■ **Records excerpted from a collection**
◇ ◇ ◇ ◇

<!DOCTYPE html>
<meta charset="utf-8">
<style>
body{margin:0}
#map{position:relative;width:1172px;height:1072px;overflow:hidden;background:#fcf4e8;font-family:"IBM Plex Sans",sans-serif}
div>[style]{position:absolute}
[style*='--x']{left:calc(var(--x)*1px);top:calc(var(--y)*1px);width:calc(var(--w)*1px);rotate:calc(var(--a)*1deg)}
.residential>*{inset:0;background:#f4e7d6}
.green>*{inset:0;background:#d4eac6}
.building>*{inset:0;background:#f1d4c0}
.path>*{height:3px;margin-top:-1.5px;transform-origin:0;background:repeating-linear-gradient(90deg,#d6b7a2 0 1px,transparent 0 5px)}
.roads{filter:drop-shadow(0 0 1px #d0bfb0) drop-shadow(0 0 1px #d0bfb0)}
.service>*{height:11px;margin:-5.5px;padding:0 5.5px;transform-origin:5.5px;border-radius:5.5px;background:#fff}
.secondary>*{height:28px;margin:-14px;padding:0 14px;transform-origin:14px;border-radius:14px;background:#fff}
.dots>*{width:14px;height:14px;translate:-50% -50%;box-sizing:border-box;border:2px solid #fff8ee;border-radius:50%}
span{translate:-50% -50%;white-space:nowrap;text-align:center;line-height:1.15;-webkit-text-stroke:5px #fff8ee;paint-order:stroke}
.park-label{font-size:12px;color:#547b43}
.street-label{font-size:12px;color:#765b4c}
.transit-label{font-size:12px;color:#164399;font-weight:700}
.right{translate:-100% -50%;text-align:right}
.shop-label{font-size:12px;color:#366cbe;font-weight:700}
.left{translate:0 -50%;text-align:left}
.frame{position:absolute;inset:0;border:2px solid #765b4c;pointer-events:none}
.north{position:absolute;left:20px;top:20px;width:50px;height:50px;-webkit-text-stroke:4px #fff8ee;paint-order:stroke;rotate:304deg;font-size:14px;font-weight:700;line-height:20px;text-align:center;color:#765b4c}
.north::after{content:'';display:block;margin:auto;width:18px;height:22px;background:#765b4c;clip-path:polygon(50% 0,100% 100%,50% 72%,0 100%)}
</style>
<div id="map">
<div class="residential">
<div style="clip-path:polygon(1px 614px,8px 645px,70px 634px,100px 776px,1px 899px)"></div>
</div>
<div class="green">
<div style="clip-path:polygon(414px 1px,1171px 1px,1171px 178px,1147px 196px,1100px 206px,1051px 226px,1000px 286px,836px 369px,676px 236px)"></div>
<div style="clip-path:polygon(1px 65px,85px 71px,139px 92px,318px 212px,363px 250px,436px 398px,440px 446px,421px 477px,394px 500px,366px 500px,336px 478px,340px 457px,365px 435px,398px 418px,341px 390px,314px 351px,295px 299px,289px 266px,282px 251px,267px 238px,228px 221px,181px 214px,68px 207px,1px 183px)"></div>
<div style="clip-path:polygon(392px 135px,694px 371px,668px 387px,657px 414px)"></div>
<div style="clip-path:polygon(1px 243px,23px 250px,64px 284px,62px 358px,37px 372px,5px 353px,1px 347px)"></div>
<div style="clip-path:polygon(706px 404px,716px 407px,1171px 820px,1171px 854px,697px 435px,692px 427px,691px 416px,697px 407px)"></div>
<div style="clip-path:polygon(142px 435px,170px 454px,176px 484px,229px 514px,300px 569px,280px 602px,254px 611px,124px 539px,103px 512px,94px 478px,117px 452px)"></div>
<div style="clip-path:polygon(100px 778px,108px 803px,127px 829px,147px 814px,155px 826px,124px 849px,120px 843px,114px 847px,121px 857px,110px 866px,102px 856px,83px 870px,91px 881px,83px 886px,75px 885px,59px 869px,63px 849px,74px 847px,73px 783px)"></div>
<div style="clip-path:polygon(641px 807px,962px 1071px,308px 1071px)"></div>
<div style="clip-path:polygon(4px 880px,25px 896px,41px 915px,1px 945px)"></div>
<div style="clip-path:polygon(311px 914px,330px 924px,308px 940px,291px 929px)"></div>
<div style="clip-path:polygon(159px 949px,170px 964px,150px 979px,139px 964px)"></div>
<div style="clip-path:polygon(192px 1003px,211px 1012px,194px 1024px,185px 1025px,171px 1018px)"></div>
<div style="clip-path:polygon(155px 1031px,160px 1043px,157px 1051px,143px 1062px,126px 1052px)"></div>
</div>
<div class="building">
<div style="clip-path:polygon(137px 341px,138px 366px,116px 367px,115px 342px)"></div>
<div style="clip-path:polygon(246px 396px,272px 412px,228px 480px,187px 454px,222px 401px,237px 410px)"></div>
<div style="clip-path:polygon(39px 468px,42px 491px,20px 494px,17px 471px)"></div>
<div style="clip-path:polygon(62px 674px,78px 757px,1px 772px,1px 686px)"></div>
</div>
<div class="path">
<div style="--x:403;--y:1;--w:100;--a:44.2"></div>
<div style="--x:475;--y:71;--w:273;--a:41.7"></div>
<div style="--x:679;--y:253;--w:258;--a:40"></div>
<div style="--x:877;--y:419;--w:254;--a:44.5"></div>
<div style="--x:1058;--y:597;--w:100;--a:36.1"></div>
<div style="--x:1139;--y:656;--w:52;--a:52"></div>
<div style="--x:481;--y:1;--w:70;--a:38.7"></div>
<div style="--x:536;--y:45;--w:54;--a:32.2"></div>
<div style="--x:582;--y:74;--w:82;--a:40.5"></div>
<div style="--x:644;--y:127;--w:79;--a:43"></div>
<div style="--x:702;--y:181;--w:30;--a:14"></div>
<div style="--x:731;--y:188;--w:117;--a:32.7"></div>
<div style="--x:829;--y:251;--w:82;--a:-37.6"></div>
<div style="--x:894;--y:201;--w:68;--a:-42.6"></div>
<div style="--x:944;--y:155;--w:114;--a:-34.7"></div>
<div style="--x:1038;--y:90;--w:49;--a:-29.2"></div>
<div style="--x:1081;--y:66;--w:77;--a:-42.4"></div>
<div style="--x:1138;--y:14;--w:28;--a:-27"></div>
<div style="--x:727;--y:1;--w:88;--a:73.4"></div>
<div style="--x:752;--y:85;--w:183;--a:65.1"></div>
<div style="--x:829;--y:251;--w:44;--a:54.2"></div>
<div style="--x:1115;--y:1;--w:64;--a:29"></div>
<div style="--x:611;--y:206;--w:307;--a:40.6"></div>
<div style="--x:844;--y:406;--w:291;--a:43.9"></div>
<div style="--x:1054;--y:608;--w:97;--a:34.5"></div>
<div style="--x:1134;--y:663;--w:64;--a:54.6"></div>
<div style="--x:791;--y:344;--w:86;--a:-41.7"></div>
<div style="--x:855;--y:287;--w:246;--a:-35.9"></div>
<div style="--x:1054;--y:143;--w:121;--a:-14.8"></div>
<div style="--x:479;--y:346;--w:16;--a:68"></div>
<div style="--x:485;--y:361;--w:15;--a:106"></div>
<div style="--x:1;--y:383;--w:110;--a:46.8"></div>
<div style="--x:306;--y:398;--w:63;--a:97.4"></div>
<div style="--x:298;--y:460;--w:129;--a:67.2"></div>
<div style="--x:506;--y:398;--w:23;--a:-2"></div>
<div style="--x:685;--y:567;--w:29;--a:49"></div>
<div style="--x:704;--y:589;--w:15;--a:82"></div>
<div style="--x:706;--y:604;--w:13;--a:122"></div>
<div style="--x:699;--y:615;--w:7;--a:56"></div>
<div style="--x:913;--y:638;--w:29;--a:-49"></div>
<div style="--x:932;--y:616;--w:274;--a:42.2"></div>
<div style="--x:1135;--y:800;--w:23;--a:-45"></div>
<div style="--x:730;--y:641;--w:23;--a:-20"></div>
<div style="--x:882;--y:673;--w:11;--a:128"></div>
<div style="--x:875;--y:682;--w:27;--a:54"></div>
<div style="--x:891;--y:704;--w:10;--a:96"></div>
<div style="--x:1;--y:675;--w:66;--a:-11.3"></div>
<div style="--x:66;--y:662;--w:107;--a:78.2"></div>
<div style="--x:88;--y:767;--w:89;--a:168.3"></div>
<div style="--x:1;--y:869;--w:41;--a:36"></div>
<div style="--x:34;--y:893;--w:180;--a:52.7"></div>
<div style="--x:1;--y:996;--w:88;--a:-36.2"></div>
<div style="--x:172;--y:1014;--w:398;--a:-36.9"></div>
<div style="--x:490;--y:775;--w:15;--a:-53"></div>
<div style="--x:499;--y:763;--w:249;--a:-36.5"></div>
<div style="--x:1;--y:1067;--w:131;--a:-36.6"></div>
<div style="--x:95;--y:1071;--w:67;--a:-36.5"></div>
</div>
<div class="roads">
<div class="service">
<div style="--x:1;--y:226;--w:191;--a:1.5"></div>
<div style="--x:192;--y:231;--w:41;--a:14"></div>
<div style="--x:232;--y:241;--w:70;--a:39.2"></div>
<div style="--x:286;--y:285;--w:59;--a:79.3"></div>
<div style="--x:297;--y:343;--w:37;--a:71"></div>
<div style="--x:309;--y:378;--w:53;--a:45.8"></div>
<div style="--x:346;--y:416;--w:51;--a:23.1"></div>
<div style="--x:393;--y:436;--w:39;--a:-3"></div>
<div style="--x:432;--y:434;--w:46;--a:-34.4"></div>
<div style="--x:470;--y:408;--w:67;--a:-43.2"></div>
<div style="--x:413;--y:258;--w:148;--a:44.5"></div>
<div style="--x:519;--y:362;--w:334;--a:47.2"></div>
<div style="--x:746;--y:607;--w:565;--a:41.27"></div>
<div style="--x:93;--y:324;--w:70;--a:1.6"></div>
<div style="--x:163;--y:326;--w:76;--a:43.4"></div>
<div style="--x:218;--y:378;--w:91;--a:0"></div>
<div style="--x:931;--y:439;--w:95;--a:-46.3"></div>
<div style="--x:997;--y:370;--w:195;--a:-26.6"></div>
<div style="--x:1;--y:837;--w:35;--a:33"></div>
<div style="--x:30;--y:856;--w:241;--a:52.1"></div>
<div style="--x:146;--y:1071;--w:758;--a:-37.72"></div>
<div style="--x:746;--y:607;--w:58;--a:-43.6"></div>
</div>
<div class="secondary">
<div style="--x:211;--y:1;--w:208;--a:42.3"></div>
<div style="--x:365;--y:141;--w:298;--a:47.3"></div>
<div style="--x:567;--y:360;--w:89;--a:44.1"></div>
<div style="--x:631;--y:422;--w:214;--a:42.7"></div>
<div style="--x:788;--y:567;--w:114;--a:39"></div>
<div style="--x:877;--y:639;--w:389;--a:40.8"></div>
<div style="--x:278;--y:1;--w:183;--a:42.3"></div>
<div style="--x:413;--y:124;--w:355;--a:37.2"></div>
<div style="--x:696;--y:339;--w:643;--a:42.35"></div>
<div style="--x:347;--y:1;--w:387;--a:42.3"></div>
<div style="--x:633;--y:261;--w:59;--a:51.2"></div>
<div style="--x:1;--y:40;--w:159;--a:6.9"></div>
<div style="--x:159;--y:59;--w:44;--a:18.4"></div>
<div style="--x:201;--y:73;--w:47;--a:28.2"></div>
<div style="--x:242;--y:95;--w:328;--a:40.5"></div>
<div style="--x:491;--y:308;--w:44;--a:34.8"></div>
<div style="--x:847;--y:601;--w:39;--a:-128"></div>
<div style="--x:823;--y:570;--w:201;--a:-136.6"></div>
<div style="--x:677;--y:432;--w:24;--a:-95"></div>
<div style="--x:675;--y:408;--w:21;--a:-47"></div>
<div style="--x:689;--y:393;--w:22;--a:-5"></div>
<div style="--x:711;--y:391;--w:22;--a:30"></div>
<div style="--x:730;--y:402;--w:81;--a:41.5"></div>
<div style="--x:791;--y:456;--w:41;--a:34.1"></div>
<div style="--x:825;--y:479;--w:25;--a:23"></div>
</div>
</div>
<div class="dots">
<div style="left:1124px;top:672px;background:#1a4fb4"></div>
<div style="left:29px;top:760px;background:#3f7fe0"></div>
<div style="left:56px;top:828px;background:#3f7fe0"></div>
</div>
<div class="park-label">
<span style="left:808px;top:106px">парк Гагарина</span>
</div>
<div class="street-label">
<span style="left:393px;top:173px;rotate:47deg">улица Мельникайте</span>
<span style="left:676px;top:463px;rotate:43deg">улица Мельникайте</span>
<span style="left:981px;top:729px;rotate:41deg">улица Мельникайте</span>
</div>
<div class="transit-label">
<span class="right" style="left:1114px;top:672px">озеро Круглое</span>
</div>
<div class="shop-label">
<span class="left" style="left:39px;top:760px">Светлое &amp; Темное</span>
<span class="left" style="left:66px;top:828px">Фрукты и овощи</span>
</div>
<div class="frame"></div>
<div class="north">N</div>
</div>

◇ ◇ ◇ ◇

■ **Exercise description**
Keep to the lines above, from the first one through the line where "1px #d0bfb0) drop-shadow(0" appears, and copy them exactly.

■ **Response**
<!DOCTYPE html>
<meta charset="utf-8">
<style>
body{margin:0}
#map{position:relative;width:1172px;height:1072px;overflow:hidden;background:#fcf4e8;font-family:"IBM Plex Sans",sans-serif}
div>[style]{position:absolute}
[style*='--x']{left:calc(var(--x)*1px);top:calc(var(--y)*1px);width:calc(var(--w)*1px);rotate:calc(var(--a)*1deg)}
.residential>*{inset:0;background:#f4e7d6}
.green>*{inset:0;background:#d4eac6}
.building>*{inset:0;background:#f1d4c0}
.path>*{height:3px;margin-top:-1.5px;transform-origin:0;background:repeating-linear-gradient(90deg,#d6b7a2 0 1px,transparent 0 5px)}
.roads{filter:drop-shadow(0 0 1px #d0bfb0) drop-shadow(0 0 1px #d0bfb0)}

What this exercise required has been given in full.